[Dataset entries]
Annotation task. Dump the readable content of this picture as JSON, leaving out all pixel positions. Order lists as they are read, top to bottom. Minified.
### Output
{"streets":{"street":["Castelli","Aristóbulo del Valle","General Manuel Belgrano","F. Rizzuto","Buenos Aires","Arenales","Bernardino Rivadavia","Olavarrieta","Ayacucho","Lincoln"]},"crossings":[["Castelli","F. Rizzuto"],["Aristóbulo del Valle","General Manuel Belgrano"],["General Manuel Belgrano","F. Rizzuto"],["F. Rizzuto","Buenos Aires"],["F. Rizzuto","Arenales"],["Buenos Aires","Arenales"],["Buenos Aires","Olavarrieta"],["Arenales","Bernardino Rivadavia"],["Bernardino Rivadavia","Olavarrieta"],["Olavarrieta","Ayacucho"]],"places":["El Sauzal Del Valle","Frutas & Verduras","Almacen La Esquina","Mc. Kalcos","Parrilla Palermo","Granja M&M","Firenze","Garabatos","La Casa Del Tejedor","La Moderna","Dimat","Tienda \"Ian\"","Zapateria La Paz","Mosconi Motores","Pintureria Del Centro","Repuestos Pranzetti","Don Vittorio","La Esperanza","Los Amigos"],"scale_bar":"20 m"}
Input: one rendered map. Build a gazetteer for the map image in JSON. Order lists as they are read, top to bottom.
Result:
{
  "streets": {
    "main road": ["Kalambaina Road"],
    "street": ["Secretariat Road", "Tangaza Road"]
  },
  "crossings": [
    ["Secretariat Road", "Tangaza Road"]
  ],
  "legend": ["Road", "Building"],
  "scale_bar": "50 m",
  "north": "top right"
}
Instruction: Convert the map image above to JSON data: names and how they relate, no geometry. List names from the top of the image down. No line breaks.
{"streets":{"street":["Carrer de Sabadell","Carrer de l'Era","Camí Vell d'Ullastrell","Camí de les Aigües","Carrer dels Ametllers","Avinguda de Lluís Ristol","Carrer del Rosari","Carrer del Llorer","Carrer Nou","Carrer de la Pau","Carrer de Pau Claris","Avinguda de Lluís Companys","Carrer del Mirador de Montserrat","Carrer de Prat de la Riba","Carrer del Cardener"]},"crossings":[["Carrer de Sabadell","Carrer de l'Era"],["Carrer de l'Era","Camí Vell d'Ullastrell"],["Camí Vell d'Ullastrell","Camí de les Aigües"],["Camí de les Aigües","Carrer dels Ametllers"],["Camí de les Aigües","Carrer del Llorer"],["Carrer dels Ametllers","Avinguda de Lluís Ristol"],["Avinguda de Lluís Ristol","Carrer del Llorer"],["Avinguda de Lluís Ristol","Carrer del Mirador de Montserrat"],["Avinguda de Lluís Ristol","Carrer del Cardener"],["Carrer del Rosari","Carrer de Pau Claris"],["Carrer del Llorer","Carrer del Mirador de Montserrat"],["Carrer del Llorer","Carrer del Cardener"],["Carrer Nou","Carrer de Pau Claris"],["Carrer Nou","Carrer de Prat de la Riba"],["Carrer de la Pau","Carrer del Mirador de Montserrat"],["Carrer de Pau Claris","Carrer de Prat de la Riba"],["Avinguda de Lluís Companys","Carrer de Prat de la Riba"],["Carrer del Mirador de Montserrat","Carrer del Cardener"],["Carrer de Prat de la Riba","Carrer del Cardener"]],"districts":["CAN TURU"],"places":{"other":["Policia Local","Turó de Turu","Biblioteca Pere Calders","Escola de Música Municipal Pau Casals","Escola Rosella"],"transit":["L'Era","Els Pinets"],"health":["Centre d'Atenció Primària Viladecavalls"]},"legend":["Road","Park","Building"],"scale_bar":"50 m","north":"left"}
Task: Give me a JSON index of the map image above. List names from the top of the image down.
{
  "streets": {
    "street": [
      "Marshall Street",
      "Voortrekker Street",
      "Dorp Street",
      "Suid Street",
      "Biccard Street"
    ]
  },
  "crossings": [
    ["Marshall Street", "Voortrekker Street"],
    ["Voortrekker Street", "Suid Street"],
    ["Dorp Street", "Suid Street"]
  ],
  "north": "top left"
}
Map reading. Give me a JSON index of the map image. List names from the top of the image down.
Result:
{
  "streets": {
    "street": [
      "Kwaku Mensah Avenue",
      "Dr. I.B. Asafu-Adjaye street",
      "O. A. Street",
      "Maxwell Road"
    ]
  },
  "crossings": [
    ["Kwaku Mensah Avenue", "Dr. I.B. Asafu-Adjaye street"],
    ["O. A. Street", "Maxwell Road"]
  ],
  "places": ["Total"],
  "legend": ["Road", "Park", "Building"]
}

## WHAT IS BEING ASKED
All lines from the one containing "Task: Give me" through the end of the data, and no others, are to be given again word for word.

## THE COMPLETED TASK
Task: Give me a JSON index of the map image above. List names from the top of the image down.
{
  "streets": {
    "street": [
      "Marshall Street",
      "Voortrekker Street",
      "Dorp Street",
      "Suid Street",
      "Biccard Street"
    ]
  },
  "crossings": [
    ["Marshall Street", "Voortrekker Street"],
    ["Voortrekker Street", "Suid Street"],
    ["Dorp Street", "Suid Street"]
  ],
  "north": "top left"
}
Map reading. Give me a JSON index of the map image. List names from the top of the image down.
Result:
{
  "streets": {
    "street": [
      "Kwaku Mensah Avenue",
      "Dr. I.B. Asafu-Adjaye street",
      "O. A. Street",
      "Maxwell Road"
    ]
  },
  "crossings": [
    ["Kwaku Mensah Avenue", "Dr. I.B. Asafu-Adjaye street"],
    ["O. A. Street", "Maxwell Road"]
  ],
  "places": ["Total"],
  "legend": ["Road", "Park", "Building"]
}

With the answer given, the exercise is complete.